What is required >>
For the records below, the count of lines that hold "overflow" is required; give only that number.

[Collected data entries]
┄┄┄┄┄┄

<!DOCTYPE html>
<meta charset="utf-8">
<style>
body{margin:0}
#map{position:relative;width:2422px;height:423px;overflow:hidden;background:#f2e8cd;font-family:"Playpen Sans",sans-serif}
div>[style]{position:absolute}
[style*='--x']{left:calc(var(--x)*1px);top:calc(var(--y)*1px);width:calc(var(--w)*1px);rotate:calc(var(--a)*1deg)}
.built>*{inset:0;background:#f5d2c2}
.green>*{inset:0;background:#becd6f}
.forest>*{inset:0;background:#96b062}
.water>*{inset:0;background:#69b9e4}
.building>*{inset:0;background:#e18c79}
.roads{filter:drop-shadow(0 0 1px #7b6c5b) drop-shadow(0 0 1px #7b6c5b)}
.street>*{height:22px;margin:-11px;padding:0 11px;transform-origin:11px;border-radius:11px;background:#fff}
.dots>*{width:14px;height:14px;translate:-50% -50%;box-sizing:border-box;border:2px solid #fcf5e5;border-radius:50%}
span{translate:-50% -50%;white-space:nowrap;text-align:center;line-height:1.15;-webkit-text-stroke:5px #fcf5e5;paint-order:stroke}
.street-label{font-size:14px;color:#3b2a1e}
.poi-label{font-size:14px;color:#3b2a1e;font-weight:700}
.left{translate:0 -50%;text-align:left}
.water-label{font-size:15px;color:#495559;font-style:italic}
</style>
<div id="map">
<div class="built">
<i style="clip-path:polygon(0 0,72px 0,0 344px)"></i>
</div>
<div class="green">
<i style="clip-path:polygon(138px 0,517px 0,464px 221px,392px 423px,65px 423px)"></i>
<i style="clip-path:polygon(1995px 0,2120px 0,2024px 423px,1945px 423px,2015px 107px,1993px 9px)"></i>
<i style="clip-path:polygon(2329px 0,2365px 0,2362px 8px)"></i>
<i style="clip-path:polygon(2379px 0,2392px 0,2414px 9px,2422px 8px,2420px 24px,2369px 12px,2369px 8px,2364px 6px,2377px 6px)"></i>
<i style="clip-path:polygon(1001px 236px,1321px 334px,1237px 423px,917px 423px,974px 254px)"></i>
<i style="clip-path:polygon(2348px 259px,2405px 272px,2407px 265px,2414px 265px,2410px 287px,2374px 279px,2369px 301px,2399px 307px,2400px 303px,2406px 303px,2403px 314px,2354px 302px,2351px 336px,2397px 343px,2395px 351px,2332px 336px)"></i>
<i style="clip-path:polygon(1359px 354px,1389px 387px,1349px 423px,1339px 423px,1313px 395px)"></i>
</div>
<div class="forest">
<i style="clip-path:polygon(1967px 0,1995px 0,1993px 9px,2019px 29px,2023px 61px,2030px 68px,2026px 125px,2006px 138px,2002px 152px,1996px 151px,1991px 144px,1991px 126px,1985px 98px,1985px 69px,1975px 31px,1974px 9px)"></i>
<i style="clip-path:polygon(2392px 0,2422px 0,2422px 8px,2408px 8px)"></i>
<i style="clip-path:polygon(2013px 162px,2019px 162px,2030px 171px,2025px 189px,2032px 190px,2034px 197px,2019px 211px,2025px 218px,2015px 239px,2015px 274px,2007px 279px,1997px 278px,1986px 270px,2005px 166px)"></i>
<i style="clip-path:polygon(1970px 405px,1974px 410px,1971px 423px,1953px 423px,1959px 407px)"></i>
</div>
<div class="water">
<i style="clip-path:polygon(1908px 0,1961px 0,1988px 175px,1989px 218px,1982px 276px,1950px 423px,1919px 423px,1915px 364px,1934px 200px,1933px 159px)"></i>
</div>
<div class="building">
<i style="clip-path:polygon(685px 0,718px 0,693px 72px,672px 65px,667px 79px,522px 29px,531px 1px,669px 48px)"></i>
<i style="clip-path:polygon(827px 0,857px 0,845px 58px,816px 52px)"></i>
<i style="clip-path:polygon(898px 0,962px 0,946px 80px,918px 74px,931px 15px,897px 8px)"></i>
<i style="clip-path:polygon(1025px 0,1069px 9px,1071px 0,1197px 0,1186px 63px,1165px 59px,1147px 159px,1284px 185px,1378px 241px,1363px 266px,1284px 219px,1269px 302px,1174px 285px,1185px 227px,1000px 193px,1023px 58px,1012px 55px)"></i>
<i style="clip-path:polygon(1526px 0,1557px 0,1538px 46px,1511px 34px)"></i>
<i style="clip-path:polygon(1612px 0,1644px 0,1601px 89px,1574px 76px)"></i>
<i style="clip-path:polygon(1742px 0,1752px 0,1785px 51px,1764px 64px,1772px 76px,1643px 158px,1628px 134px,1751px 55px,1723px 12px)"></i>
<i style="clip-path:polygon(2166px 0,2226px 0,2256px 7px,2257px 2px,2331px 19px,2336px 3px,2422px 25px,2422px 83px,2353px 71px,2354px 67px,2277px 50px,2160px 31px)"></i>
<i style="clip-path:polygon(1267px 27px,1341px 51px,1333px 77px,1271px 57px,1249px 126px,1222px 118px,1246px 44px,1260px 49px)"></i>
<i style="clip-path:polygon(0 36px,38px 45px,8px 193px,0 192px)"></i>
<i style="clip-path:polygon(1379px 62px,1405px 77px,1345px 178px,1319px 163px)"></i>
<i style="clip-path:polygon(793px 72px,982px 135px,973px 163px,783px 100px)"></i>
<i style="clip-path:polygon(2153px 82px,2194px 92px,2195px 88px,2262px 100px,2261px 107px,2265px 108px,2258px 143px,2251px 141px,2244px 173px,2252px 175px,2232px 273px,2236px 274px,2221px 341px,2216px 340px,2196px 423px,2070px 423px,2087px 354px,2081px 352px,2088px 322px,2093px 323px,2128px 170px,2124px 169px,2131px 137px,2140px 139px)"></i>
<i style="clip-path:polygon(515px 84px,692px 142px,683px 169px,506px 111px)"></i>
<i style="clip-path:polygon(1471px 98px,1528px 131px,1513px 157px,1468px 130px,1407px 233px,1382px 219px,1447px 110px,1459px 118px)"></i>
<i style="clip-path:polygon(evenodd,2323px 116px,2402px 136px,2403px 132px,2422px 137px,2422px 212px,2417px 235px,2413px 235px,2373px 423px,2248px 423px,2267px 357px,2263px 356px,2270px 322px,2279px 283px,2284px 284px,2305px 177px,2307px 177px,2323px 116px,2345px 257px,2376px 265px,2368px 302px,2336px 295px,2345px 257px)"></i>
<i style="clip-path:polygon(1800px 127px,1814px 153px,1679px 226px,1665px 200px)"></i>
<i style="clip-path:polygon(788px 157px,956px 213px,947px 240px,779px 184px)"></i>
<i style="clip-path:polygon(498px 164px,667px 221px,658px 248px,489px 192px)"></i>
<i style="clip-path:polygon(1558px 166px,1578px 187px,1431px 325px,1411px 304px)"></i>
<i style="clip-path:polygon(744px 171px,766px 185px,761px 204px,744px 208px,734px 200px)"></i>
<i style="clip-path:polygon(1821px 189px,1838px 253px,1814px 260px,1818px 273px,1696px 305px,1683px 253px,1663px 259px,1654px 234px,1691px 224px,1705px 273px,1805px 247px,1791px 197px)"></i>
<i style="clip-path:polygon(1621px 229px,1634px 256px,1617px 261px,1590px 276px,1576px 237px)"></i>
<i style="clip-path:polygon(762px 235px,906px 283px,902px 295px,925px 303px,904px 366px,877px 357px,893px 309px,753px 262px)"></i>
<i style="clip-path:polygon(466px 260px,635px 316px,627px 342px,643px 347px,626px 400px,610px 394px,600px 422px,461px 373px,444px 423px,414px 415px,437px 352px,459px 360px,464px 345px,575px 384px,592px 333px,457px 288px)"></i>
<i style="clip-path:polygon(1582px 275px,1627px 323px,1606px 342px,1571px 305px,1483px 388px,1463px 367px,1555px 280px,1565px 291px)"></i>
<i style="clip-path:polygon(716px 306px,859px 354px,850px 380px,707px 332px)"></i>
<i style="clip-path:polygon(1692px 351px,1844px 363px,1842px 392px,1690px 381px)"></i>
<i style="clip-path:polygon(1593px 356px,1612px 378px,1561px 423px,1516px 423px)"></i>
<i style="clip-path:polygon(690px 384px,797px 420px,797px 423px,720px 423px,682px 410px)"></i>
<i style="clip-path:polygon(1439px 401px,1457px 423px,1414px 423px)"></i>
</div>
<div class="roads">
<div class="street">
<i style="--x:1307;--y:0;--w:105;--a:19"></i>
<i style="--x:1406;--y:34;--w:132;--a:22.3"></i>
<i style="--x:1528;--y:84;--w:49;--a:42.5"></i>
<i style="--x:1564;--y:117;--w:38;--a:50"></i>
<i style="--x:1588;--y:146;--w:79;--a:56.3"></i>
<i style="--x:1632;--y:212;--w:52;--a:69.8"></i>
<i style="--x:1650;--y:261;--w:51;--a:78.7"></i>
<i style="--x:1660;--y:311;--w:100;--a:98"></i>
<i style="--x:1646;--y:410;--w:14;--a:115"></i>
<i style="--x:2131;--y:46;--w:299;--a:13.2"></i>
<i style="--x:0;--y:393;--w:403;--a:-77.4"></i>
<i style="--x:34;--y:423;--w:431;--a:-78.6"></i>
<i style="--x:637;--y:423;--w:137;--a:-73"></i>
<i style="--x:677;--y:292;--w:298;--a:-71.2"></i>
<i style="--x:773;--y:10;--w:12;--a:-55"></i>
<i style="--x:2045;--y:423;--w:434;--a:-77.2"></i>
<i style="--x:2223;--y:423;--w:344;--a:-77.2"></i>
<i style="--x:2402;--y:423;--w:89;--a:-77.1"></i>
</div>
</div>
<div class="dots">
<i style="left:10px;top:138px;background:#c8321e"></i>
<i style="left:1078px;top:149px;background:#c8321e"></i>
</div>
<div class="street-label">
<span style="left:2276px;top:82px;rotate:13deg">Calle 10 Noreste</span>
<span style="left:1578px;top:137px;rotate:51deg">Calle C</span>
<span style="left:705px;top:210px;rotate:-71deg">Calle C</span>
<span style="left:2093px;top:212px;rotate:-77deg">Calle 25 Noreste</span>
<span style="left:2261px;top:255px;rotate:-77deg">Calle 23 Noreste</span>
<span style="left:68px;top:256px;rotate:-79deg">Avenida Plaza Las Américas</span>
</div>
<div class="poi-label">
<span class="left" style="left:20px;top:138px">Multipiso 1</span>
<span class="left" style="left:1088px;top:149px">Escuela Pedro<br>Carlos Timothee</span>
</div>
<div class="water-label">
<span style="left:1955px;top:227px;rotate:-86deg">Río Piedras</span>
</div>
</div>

┄┄┄┄┄┄

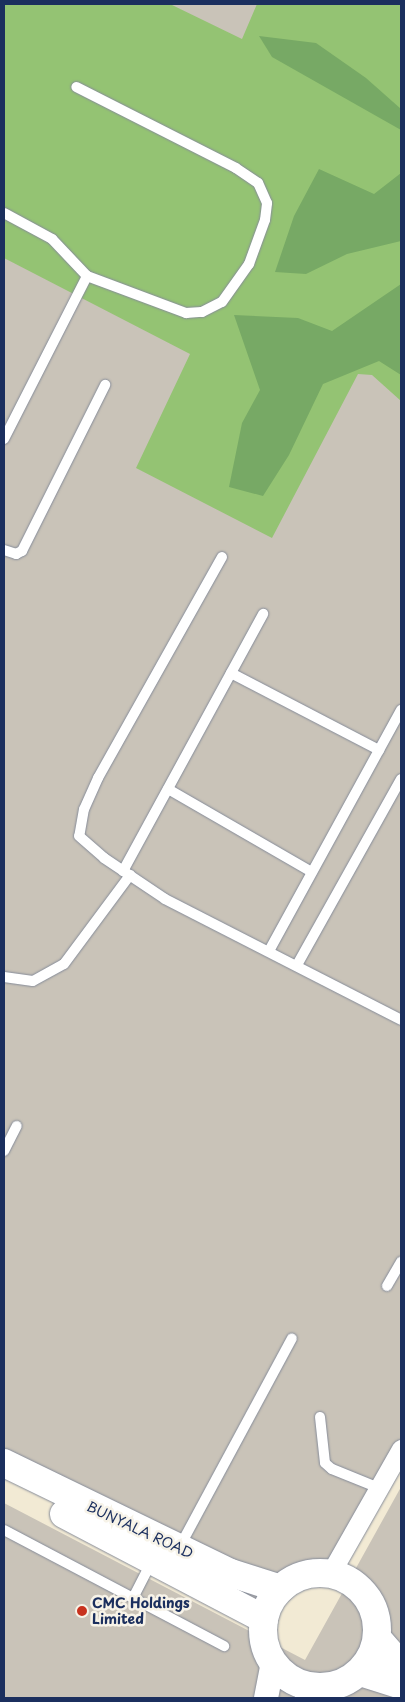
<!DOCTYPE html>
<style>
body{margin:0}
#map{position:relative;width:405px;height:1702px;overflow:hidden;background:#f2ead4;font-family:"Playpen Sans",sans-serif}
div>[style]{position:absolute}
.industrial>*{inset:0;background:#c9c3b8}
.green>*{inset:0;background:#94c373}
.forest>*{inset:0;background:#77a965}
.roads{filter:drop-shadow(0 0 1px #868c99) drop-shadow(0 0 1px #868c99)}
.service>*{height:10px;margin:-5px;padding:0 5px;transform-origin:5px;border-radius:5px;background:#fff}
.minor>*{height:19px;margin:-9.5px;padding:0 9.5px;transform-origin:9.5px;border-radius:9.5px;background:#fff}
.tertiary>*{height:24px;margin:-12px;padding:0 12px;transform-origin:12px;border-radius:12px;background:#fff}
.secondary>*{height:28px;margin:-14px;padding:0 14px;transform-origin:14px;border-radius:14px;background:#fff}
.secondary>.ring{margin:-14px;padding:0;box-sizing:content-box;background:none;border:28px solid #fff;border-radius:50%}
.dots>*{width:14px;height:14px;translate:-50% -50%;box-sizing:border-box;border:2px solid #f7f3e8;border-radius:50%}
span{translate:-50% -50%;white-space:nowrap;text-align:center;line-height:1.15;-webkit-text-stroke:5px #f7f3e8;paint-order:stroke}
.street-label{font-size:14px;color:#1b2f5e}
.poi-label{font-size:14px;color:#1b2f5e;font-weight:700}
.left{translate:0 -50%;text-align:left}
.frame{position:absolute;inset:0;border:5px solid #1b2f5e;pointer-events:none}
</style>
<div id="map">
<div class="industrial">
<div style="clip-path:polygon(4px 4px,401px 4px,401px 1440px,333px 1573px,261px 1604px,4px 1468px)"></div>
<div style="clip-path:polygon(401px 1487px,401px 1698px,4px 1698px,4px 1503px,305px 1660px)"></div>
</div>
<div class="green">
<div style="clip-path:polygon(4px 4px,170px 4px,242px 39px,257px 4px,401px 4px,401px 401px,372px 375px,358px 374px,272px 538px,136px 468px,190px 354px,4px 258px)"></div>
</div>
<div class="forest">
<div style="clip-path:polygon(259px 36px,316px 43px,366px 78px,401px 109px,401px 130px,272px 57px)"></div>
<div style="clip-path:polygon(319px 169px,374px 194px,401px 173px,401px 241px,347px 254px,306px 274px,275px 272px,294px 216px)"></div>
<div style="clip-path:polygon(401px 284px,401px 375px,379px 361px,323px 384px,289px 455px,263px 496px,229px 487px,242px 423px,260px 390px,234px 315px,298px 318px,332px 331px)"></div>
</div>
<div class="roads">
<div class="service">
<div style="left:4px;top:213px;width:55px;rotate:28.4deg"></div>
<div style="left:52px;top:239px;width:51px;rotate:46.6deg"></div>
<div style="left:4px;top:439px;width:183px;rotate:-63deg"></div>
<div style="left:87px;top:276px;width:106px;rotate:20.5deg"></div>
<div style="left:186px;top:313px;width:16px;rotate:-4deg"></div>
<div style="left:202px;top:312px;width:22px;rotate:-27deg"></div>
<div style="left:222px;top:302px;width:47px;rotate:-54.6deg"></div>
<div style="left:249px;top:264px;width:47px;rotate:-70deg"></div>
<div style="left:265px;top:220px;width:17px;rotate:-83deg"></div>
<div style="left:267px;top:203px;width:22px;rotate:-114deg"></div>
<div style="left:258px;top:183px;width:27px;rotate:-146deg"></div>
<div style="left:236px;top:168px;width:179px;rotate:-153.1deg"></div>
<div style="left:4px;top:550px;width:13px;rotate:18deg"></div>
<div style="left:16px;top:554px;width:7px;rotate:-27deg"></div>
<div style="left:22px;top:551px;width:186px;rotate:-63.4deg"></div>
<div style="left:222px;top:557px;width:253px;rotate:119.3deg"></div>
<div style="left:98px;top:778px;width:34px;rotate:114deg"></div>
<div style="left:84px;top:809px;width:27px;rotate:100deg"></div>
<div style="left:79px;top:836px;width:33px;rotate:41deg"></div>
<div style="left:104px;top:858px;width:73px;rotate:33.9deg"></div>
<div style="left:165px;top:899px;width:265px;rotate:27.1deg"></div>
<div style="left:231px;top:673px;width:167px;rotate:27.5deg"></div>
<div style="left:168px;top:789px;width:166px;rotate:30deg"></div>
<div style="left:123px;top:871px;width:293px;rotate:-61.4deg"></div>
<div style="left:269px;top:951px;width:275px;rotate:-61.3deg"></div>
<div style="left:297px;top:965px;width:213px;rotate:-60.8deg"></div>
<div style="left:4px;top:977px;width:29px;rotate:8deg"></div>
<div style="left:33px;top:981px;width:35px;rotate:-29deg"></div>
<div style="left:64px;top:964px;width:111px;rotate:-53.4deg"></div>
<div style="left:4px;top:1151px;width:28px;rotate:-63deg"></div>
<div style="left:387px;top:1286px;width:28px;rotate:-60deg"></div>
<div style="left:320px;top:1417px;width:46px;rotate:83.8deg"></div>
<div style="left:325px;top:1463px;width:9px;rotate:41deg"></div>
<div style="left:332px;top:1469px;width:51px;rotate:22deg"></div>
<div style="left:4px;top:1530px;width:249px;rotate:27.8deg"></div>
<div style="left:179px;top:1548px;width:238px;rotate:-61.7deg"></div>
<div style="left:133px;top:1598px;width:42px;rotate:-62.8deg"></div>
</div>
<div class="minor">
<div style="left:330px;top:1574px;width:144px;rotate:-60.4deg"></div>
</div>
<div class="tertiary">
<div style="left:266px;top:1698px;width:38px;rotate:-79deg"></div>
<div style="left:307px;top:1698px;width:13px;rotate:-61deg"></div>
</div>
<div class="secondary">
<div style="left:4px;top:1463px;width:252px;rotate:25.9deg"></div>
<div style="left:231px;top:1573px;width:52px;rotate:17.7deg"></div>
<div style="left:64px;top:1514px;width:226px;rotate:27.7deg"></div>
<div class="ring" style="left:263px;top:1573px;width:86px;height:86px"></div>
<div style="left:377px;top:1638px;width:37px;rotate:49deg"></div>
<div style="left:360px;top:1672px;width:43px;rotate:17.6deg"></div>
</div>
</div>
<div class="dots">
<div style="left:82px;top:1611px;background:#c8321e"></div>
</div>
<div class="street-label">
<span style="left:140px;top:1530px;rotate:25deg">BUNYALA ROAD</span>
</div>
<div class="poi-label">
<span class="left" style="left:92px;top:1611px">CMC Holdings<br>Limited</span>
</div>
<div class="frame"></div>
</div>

┄┄┄┄┄┄

Solution >>
2